TASK
Please count the lines in the data below that mention the word "rows", then give only the total.

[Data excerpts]

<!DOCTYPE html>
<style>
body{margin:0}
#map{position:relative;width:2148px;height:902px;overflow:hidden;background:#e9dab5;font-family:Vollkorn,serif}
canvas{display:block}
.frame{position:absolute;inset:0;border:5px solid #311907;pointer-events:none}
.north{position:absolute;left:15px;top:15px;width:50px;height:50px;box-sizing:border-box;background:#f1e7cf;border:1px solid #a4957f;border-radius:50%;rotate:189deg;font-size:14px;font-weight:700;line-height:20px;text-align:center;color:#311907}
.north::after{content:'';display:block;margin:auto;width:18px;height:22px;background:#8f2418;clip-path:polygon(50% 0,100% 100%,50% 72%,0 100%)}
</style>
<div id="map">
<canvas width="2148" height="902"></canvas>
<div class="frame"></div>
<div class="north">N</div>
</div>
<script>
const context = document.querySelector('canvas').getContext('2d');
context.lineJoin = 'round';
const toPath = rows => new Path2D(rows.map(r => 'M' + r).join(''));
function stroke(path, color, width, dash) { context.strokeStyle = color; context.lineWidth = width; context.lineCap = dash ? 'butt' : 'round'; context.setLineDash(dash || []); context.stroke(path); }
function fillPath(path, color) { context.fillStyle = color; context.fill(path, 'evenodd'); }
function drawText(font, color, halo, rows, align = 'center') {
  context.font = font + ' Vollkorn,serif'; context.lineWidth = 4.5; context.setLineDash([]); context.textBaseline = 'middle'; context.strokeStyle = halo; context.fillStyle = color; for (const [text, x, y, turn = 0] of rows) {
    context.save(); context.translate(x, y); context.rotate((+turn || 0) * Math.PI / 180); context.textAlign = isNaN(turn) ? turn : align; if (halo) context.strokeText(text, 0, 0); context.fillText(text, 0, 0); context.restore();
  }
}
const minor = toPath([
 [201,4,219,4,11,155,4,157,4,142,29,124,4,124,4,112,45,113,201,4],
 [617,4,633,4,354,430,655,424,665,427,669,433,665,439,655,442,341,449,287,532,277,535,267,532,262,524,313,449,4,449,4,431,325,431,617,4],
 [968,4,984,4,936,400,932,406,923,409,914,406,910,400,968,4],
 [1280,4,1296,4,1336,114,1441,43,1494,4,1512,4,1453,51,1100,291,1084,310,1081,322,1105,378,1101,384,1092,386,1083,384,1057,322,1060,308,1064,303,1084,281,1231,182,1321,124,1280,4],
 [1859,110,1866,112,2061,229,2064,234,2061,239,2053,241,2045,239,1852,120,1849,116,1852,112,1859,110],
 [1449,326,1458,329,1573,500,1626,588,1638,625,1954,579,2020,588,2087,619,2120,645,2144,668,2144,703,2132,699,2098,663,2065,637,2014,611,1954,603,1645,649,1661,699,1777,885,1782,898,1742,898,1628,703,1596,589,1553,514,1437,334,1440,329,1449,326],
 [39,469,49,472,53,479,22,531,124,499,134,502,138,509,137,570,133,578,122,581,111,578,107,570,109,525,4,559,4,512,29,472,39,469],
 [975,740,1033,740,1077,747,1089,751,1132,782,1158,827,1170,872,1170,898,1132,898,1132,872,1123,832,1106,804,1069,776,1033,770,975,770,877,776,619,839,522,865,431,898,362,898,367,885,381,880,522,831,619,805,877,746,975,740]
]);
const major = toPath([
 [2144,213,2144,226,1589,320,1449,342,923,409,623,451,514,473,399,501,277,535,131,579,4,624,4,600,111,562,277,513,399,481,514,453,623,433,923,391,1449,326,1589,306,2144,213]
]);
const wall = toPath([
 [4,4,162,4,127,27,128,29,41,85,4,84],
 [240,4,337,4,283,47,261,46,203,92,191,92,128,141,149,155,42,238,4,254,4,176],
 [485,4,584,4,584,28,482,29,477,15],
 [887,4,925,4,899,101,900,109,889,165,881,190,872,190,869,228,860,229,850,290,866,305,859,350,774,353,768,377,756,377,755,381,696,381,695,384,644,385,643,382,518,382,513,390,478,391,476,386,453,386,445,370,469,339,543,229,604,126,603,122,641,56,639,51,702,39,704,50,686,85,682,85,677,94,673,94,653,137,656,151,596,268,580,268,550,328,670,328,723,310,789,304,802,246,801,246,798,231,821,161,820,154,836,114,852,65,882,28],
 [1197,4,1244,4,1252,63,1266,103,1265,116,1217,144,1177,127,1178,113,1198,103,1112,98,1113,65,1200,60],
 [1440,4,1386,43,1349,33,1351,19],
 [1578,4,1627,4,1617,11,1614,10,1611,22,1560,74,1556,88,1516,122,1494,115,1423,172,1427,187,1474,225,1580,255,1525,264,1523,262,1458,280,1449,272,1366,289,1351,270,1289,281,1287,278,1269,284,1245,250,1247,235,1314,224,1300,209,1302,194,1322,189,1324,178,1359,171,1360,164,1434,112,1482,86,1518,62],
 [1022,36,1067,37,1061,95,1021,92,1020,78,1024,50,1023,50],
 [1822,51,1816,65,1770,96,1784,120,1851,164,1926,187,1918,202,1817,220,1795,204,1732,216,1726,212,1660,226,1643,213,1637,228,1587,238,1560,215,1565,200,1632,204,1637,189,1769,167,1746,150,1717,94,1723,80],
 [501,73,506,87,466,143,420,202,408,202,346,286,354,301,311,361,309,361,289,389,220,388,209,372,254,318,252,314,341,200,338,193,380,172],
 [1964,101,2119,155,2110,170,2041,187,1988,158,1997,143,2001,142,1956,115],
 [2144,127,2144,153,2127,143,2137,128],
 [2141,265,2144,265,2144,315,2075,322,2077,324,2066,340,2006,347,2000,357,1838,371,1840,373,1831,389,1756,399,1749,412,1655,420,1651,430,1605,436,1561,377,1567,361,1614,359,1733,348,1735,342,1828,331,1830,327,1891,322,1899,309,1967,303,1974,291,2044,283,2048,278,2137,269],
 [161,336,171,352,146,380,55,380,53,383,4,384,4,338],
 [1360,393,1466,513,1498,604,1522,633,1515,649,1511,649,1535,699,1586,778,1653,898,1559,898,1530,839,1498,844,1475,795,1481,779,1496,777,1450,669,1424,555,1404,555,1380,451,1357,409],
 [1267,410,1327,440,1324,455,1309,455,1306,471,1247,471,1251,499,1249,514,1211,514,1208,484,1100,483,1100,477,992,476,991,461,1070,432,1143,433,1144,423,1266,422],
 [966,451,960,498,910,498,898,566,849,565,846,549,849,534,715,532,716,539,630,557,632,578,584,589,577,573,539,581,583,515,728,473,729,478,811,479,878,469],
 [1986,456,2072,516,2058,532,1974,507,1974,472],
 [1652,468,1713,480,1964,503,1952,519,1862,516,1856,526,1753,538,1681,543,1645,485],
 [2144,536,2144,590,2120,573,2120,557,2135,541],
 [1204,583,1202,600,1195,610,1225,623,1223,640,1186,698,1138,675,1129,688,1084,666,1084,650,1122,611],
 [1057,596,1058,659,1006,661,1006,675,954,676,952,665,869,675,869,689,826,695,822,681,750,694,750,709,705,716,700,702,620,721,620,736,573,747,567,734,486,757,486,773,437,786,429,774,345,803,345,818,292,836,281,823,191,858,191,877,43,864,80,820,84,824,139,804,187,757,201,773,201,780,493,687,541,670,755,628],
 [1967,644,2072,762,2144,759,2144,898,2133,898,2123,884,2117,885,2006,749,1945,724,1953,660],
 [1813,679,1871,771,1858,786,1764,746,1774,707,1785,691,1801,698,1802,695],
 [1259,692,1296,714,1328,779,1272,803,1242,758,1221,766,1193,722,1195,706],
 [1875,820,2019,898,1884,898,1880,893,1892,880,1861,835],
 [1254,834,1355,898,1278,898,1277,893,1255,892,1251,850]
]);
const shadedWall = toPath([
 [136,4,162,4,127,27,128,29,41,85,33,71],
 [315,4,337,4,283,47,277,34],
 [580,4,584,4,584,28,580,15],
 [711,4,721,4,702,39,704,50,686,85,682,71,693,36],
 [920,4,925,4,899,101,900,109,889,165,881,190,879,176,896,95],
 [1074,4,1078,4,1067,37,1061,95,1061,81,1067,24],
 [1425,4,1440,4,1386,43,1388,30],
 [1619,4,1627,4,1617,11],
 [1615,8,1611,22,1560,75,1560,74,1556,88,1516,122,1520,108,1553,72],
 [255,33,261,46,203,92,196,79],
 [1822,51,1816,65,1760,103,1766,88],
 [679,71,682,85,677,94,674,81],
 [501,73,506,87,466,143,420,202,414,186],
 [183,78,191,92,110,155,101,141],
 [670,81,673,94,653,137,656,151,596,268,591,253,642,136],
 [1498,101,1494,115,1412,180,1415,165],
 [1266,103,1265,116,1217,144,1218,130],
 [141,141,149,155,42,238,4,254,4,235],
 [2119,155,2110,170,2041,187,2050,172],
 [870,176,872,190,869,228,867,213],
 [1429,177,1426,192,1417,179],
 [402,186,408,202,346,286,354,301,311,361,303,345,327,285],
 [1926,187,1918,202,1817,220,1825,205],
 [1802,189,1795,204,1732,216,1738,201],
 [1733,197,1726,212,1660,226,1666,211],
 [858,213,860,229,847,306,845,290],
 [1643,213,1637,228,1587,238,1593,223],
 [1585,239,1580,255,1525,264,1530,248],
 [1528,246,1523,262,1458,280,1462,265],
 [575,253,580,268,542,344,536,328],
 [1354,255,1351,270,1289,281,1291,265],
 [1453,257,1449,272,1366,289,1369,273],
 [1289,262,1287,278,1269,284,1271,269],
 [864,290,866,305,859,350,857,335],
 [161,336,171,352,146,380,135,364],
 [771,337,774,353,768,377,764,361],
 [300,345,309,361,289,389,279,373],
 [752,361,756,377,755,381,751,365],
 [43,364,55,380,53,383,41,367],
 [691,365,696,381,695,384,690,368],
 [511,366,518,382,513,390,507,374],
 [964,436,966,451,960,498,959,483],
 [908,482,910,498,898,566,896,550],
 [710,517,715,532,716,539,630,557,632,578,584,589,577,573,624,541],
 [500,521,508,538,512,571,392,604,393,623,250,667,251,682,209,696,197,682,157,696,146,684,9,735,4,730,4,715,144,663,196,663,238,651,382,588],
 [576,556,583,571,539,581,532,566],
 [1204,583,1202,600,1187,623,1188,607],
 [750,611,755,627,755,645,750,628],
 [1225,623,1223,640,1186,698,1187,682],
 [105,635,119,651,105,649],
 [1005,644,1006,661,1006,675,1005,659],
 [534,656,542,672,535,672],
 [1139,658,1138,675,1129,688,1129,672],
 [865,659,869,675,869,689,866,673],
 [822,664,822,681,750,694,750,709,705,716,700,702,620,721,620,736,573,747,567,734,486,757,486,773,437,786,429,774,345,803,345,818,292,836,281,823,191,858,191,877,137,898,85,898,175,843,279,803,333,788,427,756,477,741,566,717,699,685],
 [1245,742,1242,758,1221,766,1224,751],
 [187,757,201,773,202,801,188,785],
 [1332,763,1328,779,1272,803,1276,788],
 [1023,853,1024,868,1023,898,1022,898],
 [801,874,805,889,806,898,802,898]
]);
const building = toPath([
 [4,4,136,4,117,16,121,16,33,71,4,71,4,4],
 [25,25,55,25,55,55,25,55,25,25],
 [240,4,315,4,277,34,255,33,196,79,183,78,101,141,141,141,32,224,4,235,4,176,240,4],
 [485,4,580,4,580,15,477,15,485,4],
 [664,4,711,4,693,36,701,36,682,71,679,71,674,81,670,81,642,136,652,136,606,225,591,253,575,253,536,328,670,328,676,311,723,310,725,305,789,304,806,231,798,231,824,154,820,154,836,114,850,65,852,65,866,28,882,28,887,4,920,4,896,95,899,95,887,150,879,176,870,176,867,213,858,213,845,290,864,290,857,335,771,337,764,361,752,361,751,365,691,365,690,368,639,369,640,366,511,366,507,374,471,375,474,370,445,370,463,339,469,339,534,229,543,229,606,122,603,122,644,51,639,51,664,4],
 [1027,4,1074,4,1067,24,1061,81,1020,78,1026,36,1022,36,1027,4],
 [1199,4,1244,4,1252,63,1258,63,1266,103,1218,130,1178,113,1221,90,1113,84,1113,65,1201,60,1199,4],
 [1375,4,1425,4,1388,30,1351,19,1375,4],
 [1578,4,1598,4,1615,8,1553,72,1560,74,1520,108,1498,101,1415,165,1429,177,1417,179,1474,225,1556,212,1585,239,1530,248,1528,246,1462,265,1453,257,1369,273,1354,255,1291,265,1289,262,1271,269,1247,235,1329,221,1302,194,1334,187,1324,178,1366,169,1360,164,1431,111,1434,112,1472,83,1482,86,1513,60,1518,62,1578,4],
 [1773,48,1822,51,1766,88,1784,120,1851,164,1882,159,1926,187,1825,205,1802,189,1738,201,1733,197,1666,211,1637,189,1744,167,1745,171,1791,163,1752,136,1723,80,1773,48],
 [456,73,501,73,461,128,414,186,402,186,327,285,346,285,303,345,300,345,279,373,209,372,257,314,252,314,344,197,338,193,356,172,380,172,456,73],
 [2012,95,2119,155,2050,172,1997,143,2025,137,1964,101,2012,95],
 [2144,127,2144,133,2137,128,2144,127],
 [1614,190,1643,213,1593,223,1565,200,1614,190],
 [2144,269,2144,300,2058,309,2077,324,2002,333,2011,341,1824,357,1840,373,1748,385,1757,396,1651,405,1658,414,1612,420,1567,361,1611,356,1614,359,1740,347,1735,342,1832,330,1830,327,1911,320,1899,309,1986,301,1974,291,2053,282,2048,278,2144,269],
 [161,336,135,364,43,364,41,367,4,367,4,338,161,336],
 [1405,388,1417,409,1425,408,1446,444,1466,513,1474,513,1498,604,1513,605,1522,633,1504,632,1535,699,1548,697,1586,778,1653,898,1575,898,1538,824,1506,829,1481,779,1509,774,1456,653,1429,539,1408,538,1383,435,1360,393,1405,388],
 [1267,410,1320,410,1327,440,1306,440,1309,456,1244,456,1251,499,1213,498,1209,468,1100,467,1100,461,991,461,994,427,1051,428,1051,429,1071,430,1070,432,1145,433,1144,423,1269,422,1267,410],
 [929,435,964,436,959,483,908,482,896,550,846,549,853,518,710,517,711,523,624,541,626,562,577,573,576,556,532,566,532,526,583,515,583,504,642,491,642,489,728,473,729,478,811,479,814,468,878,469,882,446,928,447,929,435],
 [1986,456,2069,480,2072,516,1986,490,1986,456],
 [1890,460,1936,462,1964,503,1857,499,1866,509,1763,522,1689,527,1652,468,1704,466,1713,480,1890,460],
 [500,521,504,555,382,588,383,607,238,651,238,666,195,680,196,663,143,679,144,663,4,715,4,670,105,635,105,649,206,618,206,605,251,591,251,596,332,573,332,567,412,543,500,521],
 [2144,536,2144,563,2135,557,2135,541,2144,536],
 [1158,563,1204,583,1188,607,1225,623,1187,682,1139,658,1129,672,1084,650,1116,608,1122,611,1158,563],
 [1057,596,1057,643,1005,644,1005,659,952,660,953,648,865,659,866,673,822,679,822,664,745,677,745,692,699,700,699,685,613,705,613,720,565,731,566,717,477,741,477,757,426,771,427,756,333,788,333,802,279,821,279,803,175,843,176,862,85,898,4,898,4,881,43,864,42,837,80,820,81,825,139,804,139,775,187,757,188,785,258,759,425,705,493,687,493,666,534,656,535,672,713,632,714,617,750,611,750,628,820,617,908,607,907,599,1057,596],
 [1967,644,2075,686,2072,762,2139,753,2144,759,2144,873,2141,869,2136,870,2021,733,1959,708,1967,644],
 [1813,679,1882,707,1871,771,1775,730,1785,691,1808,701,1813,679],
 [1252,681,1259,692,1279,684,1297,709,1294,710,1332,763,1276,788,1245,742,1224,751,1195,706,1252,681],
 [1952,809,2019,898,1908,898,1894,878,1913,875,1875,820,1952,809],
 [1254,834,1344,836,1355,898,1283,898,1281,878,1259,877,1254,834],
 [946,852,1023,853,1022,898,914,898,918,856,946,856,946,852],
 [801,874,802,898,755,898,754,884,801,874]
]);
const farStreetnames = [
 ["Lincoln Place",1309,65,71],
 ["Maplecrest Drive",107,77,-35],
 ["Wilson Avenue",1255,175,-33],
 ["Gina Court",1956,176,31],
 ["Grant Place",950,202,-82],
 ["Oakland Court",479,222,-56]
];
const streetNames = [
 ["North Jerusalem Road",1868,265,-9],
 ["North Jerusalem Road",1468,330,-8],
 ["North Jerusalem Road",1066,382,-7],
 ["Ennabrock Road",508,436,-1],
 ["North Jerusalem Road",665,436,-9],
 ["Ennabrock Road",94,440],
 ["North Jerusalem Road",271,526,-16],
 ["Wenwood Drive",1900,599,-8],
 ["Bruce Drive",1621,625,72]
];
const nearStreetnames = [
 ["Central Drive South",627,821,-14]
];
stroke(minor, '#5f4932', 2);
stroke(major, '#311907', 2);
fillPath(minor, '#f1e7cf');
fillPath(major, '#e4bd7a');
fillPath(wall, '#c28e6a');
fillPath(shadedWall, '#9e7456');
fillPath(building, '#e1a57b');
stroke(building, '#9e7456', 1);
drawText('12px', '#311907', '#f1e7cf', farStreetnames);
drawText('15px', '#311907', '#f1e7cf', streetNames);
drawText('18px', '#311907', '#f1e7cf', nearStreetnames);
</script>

ANSWER BELOW
3